Beide Fotos und die Tabelle stammen von der Autorin.


Hohe Gewichtsverluste führe ich unter anderem zurück auf zu trockenes Einfüllmaterial.
 
Durch Wiegen über viele Jahre hinweg habe ich bei Jungtieren von T. horsfieldii folgende Erfahrung gemacht:
Tiere, die in den letzten Wochen vor der Winterstarre stark zugenommen hatten, verloren hin und wieder weit über 10 % ihres Gewichtes während der Winterstarre. Nach dem ersten bzw. zweiten Bad war aber dieser Verlust wieder ausgeglichen. 
 
Also keine Angst vor der Winterruhe und bitte nicht aus lauter Bequemlichkeit, wie ich leider oft erfahren habe, das Tier erst gar nicht in die Winterstarre geben. Als Schildkrötenhalter haben wir eine große Verantwortung für unsere Tiere übernommen.
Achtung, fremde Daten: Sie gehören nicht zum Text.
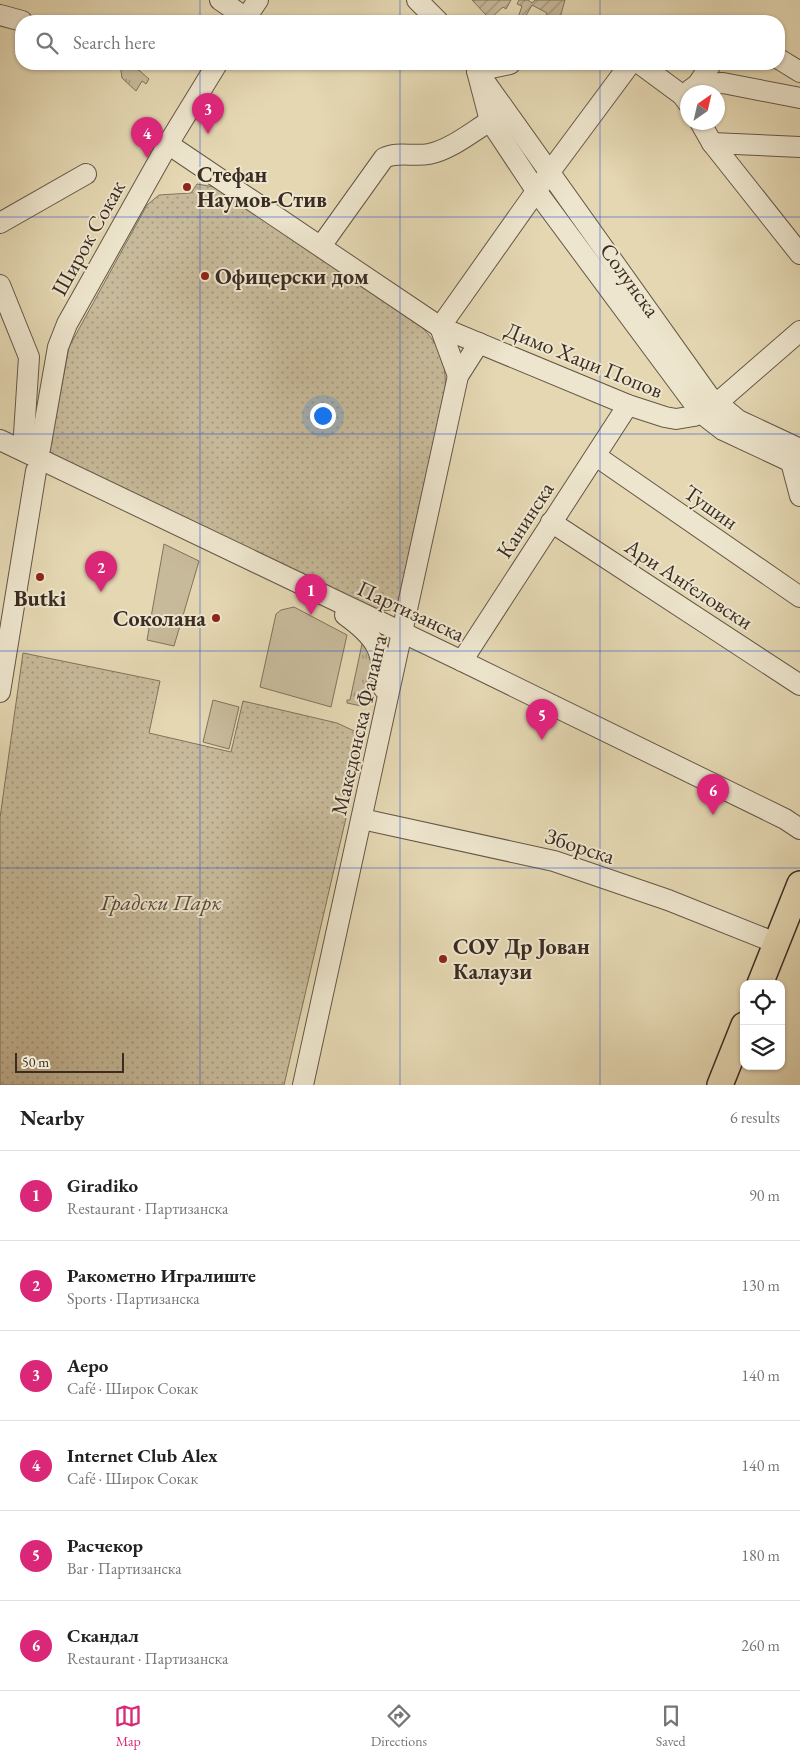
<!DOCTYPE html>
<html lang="en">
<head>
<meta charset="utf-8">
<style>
	body { margin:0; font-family:"EB Garamond",serif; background:#f2f2f2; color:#222 }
	.controls { position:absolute; right:15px; bottom:15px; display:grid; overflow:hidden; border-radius:10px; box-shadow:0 1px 4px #0004 }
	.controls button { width:45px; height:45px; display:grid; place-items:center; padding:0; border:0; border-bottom:1px solid #e0e0e0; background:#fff; color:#222; font:25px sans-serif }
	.compass { position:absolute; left:680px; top:85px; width:45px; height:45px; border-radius:50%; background:#fff; box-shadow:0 1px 4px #0004; rotate:34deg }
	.scale { position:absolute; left:15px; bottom:12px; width:109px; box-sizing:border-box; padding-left:5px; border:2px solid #3a2c23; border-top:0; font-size:14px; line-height:18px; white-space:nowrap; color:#3a2c23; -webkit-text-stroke:4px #ede5cd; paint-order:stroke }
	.you { position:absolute; left:322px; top:415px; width:18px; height:18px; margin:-12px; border:4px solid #fff; border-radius:50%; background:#1a73e8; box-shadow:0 0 0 8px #1a73e833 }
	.badge { display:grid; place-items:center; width:32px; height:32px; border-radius:50%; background:#db2777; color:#fff; font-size:16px; font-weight:700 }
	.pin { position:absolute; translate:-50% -41px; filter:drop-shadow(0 1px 2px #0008) }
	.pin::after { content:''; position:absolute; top:26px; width:18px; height:15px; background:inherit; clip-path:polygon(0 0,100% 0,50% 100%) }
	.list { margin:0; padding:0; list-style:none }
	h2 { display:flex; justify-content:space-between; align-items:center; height:65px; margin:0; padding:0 20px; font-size:21px }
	h2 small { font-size:16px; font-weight:400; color:#767676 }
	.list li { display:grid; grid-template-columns:32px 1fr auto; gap:15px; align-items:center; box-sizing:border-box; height:90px; padding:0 20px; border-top:1px solid #e0e0e0 }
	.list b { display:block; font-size:19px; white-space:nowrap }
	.list p { margin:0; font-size:16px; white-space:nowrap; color:#767676 }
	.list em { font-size:16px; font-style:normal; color:#767676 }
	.icon { flex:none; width:28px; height:28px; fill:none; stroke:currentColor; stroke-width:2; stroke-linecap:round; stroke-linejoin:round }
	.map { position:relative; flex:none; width:800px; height:1085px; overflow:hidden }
	.search { position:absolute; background:#fff; box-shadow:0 1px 4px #0004; left:15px; right:15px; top:15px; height:55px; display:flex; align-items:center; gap:12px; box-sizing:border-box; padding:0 18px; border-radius:20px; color:#767676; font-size:19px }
	.sheet { height:605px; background:#fff }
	nav { display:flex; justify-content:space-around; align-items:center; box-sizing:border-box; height:70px; border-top:1px solid #e0e0e0; background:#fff; font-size:14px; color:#767676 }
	nav a { display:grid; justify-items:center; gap:2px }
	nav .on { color:#db2777 }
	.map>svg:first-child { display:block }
</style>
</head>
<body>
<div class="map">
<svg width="800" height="1085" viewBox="0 0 800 1085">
	<defs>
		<pattern id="grass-tufts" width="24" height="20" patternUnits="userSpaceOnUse" patternTransform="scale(1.25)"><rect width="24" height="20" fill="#c7ba9a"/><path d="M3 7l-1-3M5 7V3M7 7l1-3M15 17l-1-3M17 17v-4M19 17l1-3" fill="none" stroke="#a3977d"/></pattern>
		<pattern id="park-dots" width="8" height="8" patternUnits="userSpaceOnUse" patternTransform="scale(1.25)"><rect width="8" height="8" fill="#c7ba9a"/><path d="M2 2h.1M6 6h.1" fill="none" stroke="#a3977d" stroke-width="1.8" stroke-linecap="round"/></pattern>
		<pattern id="garden-furrows" width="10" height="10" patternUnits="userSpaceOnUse" patternTransform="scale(1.25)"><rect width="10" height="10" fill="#c7ba9a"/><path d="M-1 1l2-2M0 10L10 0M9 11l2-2" fill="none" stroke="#a3977d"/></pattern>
	</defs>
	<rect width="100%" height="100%" fill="#e4d7b2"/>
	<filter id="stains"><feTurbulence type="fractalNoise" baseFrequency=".004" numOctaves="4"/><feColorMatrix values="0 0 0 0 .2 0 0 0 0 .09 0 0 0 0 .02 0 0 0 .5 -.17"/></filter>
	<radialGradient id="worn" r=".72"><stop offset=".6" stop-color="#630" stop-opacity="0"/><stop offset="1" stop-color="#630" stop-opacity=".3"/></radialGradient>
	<g fill="url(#grass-tufts)" stroke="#80735e">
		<path d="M120,64H132L149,79L146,84L142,81L136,91L122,78Z"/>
		<path d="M362,644L367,646L374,671L366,707L347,703V700H350Z"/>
	</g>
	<g fill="url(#park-dots)" stroke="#80735e">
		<path d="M197,184L220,188L416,321C439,344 447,359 445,392L400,598L393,610L378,611L49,453L69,347L147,205L159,195L191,193Z"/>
		<path d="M23,653L160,681L149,733L231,752L243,701L337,723L365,736L284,1085H0V818Z"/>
	</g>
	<g fill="url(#garden-furrows)" stroke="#80735e">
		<path d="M472,0H511L506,9L503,7L492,17L498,21H482L487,16Z"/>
		<path d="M519,0H528L532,3L535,0H565L559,21H543L547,13L532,5L523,21H517L522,6L517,4Z"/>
	</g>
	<g fill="#c7ba9a" stroke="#80735e">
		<path d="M164,544L199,561L174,646L147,640Z"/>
		<path d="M294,607L347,635L331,707L260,687L276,614L281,610Z"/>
		<path d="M213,700L239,707L229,749L203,742Z"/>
	</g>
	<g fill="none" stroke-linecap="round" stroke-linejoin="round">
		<g stroke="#645747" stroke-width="22">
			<g id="minor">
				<path d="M220,0L246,18"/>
				<path d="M417,0L438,21"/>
				<path d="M0,15L22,21"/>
				<path d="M244,21L258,0"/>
				<path d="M779,59L800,72"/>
				<path d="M640,64L682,95L688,103"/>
				<path d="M477,71L490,121L537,192L701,413L723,430L800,466"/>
				<path d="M477,71L510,64"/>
				<path d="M483,79L709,396L738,420L800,449"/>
				<path d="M698,84L723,83L800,98"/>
				<path d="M690,90L698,84L711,64"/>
				<path d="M700,122L712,143L800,254"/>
				<path d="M712,143L800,147"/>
				<path d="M168,144L440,327L628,405L665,417L676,419L694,416L716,404L800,331"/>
				<path d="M0,223L86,174"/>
				<path d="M321,246L384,158C398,151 413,157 429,154C450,150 472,132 490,121"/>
				<path d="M0,285L29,357L23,450"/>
				<path d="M458,376L440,327L549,173L630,64"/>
				<path d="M0,440L462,661L785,819L800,829"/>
				<path d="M40,449L58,347L67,324L168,144L217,64"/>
				<path d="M596,456L800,597"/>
				<path d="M791,462L800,496"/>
				<path d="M551,522L800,685"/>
				<path d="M345,615C377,638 383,650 384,689"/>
				<path d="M462,661L628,405"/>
				<path d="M0,692L36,471"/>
				<path d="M362,819L554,861L668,900L776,943"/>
				<path d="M303,1085C355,849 408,613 458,376L479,343"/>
			</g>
		</g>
		<g stroke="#3a2c23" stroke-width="28">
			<g id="major">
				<path d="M760,984L800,884"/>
				<path d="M720,1085L744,1025"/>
			</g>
		</g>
		<use href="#minor" stroke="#ede5cd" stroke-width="20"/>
		<use href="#major" stroke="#e4d7b2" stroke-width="25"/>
	</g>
	<path fill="none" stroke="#1d4ed8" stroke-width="1" stroke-opacity="0.55" d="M200,0V21M400,0V21M600,0V21M200,64V1085M400,64V1085M600,64V1085M0,217H800M0,434H800M0,651H800M0,868H800"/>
	<g fill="#8f2418" stroke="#ede5cd" stroke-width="2">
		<circle cx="187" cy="187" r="5"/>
		<circle cx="205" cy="276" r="5"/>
		<circle cx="40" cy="577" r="5"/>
		<circle cx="216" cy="618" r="5"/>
		<circle cx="443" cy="959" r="5"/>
	</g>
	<g text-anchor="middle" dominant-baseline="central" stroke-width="4" stroke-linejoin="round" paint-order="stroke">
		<g font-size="22" font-weight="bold" fill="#3a2c23" stroke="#ede5cd" text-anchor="start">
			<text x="197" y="174">Стефан<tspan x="197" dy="25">Наумов-Стив</tspan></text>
			<text x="215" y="276">Офицерски дом</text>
			<text x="40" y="598" text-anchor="middle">Butki</text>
			<text x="206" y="618" text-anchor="end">Соколана</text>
			<text x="453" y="946">СОУ Др Јован<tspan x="453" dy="25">Калаузи</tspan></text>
		</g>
		<g font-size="22" fill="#3a2c23" stroke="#ede5cd">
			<text transform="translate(88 238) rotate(-61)">Широк Сокак</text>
			<text transform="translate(630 280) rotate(54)">Солунска</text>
			<text transform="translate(584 360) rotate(22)">Димо Хаџи Попов</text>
			<text transform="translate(711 507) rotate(35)">Тушин</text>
			<text transform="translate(525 520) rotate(-57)">Канинска</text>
			<text transform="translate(689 584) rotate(33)">Ари Анѓеловски</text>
			<text transform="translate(411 611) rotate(25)">Партизанска</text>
			<text transform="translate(359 725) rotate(-77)">Македонска Фаланга</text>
			<text transform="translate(580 846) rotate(18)">Зборска</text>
		</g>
		<g font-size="22" font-style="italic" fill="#56483b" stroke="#ede5cd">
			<text x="161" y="902">Градски Парк</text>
		</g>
	</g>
	<rect width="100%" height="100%" filter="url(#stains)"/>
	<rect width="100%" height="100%" fill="url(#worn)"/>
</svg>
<div class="controls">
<button><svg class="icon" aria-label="locate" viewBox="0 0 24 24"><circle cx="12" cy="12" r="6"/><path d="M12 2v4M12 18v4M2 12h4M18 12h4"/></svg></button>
<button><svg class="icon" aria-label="layers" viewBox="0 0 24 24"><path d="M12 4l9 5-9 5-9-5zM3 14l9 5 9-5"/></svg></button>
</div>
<svg class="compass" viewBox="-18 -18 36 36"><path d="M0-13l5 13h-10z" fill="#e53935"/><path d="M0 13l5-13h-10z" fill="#767676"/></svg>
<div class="scale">50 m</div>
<div class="you"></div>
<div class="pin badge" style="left:311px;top:615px">1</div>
<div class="pin badge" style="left:101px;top:592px">2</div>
<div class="pin badge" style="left:208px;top:134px">3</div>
<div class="pin badge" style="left:147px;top:158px">4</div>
<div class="pin badge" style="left:542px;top:740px">5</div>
<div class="pin badge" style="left:713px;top:815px">6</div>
<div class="search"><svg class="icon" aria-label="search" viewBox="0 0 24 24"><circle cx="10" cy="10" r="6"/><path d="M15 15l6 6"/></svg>Search here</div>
</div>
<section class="sheet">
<h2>Nearby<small>6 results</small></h2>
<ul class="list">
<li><span class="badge">1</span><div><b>Giradiko</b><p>Restaurant · Партизанска</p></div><em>90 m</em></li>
<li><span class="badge">2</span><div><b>Ракометно Игралиште</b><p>Sports · Партизанска</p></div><em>130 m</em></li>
<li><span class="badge">3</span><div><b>Аеро</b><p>Café · Широк Сокак</p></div><em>140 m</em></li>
<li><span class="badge">4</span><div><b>Internet Club Alex</b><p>Café · Широк Сокак</p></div><em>140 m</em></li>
<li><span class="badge">5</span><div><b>Расчекор</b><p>Bar · Партизанска</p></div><em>180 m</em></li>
<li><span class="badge">6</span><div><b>Скандал</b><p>Restaurant · Партизанска</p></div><em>260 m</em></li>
</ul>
</section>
<nav>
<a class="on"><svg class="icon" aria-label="map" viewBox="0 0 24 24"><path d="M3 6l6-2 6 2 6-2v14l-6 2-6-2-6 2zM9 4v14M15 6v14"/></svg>Map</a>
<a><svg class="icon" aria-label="directions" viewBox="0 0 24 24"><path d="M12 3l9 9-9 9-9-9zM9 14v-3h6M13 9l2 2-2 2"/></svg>Directions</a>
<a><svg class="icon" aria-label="saved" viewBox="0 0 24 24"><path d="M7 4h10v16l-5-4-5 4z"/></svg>Saved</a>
</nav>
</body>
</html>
Wenn wir unsere Schildkröten schon fern ihrer Heimat zu unserer Freude in unseren Breiten halten, sollten wir ihnen auf jeden Fall die für ihre Gesundheit notwendige Winterstarre gewähren.
 
Jahr für Jahr ist es doch immer wieder eine große Freude, wenn unsere Schildkröten uns im Frühjahr in den Kellern, Kühlschränken oder draußen in den Gärten anzeigen, dass der Frühling kommt. Und uns erwartet wieder eine schöne Zeit mit unseren Tieren.
 
Dieser Beitrag wurde am 5. April 2009 online gestellt.